Your contributions mean a lot to us, and we welcome the community at every opportunity, whether you are reporting an issue, reviewing code, proposing a fix, suggesting a feature, or interested in becoming a maintainer.
We use GitHub to host the code, track issues and feature requests, and review pull requests. The most effective way to propose a change is a pull request following the GitHub flow.
- Fork the repository and branch from
main. - Make your change, keeping it consistent with the Libre DevOps standards.
- Verify your Terraform with
just validate(format check, validate, tflint, and atrivy configscan), orjust scanfor the Trivy scan on its own. See "Security scanning and exceptions" below. The engine that the action runs isInvoke-LdoTerraform.ps1, which wraps this lifecycle using the LibreDevOpsHelpers module. - For Terraform module repositories, run
just docs(Sort-LdoTerraform.ps1) to sort variables and outputs, format, and regenerate the README fromHEADER.md. See "Sorting and docs style" below. - Keep PowerShell clean: PSScriptAnalyzer and the Pester tests under
Tests/must pass. - Follow the naming convention
terraform-${provider}-${purpose}for module repositories, and the Azure naming convention for resources.
The trivy config scan gates on HIGH and CRITICAL findings (these fail the build).
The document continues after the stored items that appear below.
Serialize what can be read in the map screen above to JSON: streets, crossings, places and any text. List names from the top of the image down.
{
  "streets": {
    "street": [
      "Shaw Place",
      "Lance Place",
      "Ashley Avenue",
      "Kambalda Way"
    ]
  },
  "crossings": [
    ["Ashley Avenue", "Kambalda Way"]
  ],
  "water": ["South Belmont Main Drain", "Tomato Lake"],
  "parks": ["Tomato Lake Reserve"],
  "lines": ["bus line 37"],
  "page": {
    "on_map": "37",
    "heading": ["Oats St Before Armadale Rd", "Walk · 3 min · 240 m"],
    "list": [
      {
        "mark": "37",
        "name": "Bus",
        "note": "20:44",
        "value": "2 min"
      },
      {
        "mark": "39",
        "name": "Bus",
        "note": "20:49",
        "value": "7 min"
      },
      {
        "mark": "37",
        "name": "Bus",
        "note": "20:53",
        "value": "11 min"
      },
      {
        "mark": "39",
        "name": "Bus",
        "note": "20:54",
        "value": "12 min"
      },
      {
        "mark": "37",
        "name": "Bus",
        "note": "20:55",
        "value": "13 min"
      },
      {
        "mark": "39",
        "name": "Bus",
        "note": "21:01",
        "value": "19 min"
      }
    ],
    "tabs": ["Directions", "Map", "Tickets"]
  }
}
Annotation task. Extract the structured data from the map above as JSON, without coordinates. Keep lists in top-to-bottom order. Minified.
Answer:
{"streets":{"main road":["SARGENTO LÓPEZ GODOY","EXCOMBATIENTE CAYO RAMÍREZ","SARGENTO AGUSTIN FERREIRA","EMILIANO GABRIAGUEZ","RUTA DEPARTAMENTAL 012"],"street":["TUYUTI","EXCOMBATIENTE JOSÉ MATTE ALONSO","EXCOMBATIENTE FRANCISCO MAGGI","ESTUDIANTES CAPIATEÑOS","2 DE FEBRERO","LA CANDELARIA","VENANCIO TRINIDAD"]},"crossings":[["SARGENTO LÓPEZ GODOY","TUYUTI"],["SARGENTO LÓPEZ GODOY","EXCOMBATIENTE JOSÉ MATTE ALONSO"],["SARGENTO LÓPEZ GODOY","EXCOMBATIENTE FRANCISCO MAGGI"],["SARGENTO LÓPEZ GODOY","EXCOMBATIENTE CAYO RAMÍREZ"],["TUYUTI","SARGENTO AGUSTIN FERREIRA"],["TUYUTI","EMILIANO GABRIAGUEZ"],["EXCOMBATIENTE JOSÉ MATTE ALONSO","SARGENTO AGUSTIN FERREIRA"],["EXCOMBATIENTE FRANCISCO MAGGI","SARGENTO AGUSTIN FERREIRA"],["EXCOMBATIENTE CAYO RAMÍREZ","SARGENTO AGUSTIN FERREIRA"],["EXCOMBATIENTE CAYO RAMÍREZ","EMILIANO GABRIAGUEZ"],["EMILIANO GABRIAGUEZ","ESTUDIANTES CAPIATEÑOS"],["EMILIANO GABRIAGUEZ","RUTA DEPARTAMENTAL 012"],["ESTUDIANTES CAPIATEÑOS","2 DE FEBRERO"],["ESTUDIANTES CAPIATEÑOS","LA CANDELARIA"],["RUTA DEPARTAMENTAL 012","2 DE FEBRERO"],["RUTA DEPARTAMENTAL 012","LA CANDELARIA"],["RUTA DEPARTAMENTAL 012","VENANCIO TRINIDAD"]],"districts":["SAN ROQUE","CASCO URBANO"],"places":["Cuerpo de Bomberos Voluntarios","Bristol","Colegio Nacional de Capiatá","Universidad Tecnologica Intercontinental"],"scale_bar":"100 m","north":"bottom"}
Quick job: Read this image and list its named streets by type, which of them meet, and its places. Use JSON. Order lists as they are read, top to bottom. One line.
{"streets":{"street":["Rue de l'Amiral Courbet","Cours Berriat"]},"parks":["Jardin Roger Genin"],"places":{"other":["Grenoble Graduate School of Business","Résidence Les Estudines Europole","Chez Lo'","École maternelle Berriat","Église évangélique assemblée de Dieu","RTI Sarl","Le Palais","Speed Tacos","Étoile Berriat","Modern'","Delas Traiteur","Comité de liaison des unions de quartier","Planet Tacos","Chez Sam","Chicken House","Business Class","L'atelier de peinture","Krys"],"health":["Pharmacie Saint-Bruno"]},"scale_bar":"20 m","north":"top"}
MEDIUM, LOW, and
informational findings are reported for awareness but do not fail. Run just scan for the scan on
its own, or just validate for the full offline gates.
A finding may only be waived with a real, defensible reason, never to silence something that should be fixed. Record every waiver in two places, kept in sync:
.trivyignore.yamlat the module root, the machine-applied source of truth, with theid, optionalpathsto scope the waiver, and astatementrecording why; and- the "Security scan exceptions" table in the README, so the reason is auditable.
Where a finding is out of the module's scope, point the justification at the Libre DevOps module that does address it (for example the private-endpoint module). Both the file and the table are reviewed in the pull request.
Resources live in main.tf. Keep variables.tf and outputs.tf declarations sorted alphabetically
by name, one blank line between blocks, and put any comment describing a variable or output directly
above its block (the comment travels with the block when it is sorted). Give every variable a type
and a description.
Do not hand-edit the generated parts of a README. Run just docs (which calls
Sort-LdoTerraform.ps1 -IncludeExamples) to sort the variables and outputs, format the Terraform,
and regenerate the terraform-docs section of the module README and each example README from its
HEADER.md. Edit HEADER.md for the hand-written header above the markers, then commit the
regenerated README.md files alongside your change.
- Keep changes focused and the history readable.
- Fill in the pull request template, including testing evidence.
- Ensure CI is green: format, validate, lint, scan, and tests all pass before review.
Open an issue using the bug report or feature request template. Include versions (terraform, azurerm, the action, and LibreDevOpsHelpers) and clear reproduction steps.
By contributing, you agree that your contributions are licensed under the MIT License.